Police national road safety manager, Superintendent Steve Fitzgerald, says it is good to see the issue being debated publicly and says a similar situation has operated successfully in Australia for many years.

But the move to decrease the limit has come in for some criticism.

National leader Bill English says the government should focus on enforcing the current allowable blood alcohol limit for drivers, rather than pushing the limit down.

Swain says reducing the blood alcohol limit to 50 milligrams could save up to 14 lives each year.
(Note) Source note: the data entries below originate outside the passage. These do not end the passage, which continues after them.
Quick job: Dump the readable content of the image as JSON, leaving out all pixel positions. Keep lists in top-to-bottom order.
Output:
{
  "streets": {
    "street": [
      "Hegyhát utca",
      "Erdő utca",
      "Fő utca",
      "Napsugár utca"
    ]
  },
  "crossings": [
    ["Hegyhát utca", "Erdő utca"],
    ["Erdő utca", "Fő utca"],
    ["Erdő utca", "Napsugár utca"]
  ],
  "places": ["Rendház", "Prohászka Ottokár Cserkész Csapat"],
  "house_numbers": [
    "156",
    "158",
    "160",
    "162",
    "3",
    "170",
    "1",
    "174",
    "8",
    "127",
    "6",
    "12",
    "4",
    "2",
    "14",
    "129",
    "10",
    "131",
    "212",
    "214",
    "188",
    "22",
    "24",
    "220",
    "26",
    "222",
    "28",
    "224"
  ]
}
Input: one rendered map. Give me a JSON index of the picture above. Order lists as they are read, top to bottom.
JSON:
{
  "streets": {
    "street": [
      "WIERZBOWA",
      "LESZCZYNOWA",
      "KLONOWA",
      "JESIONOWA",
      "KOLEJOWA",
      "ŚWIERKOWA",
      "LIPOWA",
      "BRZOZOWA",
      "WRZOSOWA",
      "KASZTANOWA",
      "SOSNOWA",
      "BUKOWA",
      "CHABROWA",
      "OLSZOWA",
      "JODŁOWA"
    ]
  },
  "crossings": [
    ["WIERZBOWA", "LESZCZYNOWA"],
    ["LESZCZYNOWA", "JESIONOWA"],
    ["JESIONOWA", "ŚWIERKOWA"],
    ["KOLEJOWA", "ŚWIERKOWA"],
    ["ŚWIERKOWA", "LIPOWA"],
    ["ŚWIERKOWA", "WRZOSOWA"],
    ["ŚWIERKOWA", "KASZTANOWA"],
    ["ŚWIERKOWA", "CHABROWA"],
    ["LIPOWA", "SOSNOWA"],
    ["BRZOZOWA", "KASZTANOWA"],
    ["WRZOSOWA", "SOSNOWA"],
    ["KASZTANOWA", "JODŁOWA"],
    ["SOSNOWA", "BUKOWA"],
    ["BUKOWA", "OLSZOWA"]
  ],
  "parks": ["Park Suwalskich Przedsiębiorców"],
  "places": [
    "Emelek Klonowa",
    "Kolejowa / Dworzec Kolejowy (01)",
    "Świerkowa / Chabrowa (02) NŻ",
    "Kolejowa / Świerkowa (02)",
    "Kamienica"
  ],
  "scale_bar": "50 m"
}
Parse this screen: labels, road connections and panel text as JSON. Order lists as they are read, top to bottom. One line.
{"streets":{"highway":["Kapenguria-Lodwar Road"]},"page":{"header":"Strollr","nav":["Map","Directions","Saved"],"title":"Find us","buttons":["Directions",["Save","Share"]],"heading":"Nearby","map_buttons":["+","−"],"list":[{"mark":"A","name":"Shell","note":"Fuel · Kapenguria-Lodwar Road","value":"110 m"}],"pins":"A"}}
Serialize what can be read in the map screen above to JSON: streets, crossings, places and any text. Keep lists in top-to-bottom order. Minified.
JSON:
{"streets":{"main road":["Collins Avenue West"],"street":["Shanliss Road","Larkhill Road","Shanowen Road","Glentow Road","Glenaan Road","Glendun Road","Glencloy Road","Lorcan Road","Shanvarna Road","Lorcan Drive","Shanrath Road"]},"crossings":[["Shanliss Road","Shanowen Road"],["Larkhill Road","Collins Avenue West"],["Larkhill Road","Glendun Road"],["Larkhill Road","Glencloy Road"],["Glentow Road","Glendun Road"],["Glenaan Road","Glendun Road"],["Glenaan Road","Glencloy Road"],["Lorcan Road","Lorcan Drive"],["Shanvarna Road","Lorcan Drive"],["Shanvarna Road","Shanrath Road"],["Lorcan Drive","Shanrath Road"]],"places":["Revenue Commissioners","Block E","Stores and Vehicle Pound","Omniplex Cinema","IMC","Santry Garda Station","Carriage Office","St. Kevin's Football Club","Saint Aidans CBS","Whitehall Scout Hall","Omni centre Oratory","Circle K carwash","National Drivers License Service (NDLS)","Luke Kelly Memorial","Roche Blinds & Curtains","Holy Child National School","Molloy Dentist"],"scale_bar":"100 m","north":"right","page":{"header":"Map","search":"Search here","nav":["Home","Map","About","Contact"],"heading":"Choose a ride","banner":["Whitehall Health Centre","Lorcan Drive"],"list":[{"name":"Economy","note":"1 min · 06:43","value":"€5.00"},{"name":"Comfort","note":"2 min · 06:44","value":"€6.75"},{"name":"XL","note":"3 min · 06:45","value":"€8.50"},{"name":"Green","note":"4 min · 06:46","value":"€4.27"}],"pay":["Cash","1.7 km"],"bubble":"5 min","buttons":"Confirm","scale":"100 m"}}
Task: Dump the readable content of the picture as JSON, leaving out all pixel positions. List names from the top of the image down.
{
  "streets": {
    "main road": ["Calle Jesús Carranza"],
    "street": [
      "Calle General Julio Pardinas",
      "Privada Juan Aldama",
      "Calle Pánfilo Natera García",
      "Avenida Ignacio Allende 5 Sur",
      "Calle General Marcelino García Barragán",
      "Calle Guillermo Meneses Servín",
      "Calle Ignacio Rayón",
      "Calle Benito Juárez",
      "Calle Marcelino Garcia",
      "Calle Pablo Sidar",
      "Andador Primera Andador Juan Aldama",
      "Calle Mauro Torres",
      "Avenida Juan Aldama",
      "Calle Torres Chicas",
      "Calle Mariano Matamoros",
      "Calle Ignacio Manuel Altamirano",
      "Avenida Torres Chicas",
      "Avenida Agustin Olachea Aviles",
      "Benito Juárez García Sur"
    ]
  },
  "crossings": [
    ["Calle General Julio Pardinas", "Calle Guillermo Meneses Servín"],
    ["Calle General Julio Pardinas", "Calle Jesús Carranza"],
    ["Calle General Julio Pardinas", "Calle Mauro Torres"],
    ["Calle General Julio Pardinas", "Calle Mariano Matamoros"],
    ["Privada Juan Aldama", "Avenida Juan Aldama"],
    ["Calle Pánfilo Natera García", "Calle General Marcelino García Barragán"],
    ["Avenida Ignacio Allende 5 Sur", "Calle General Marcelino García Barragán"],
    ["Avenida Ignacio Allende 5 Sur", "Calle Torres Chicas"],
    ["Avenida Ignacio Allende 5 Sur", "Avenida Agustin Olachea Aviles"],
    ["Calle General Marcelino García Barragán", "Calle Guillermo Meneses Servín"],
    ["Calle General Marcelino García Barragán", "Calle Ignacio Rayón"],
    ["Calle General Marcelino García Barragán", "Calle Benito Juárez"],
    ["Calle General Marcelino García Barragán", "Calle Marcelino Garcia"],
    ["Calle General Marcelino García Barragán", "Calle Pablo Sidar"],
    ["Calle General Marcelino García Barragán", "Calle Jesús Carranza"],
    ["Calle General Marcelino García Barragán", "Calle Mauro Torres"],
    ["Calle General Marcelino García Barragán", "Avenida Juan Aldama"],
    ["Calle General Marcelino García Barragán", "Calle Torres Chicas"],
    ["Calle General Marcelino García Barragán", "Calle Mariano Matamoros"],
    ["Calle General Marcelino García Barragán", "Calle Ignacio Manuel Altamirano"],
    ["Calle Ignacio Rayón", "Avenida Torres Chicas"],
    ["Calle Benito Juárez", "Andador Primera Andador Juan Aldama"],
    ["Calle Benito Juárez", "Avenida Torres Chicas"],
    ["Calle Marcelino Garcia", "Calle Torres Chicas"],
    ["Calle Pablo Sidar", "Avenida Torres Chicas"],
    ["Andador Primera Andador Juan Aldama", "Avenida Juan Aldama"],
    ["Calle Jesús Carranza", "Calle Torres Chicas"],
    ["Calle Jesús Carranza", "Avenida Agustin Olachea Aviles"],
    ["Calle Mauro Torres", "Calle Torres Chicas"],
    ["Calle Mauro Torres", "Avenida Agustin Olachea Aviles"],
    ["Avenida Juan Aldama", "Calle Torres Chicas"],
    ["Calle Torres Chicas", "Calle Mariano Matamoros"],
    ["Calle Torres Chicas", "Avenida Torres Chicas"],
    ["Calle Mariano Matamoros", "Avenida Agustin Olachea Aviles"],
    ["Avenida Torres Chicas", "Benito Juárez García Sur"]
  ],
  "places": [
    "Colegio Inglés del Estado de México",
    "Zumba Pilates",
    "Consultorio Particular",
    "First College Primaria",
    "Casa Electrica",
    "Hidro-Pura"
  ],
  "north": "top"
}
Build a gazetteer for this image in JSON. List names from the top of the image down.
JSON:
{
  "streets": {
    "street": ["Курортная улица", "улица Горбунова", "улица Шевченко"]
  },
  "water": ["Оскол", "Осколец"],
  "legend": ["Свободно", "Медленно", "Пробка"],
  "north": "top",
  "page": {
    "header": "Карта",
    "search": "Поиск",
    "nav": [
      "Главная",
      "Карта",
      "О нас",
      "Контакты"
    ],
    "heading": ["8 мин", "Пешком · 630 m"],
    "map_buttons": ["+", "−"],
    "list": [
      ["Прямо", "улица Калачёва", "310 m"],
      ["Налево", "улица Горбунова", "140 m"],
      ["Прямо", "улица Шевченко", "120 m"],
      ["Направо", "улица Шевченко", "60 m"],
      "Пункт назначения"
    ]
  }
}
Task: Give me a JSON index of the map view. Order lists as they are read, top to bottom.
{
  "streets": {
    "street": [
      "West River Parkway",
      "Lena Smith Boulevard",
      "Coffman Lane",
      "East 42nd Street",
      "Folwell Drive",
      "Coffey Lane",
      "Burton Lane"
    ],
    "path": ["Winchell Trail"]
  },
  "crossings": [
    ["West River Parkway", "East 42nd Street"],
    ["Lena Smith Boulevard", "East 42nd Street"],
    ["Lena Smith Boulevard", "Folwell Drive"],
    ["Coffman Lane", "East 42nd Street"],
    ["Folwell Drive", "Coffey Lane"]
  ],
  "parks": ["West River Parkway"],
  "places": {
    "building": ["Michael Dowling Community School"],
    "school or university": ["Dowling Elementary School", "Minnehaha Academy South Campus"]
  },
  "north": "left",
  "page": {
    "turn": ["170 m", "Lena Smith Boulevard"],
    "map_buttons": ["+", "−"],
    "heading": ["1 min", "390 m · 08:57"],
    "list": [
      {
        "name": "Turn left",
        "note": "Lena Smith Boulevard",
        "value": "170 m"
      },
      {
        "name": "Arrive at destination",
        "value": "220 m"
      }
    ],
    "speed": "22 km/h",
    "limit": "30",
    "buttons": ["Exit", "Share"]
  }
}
The combination of alcohol and speed contributes to 11% of fatal crashes, while alcohol alone contributes to 14%.

English, says lowering the limit is not the priority - catching drivers who are way over the limit is.

The Alcohol Advisory Council has welcomed the plan, but its chairman, professor Andrew Hornblow, warns it will not work magic on the road toll, because it does not target the worst offenders.

And Automobile Association spokesman George Fairbairn says the best way to cut the road toll is for police resources to target serious repeat drink-drive offenders who continue to disregard the law because they know it is unlikely they will be caught.

Fairbairn says police enforcement needs to go so far as stationing officers outside hotels, or the homes of known offenders.

He says law-makers in England considered raising the blood-alcohol limit but decided instead to put their effort into catching drivers at the upper level of offending.

The national co-ordinator for Students Against Driving Drunk, Chloe Johnston says the government's plan is good, and it will save lives, but says it is not necessary to reduce the level for under-20s.

Drivers under 20 are restricted to a blood alcohol limit of 30 milligrams of alcohol per 100 millilitres of blood.

Swain says he will take the proposal to lower the blood alcohol limit to Cabinet by July, and if it is accepted, he says we can also expect more stringent policing of the drink drive rules.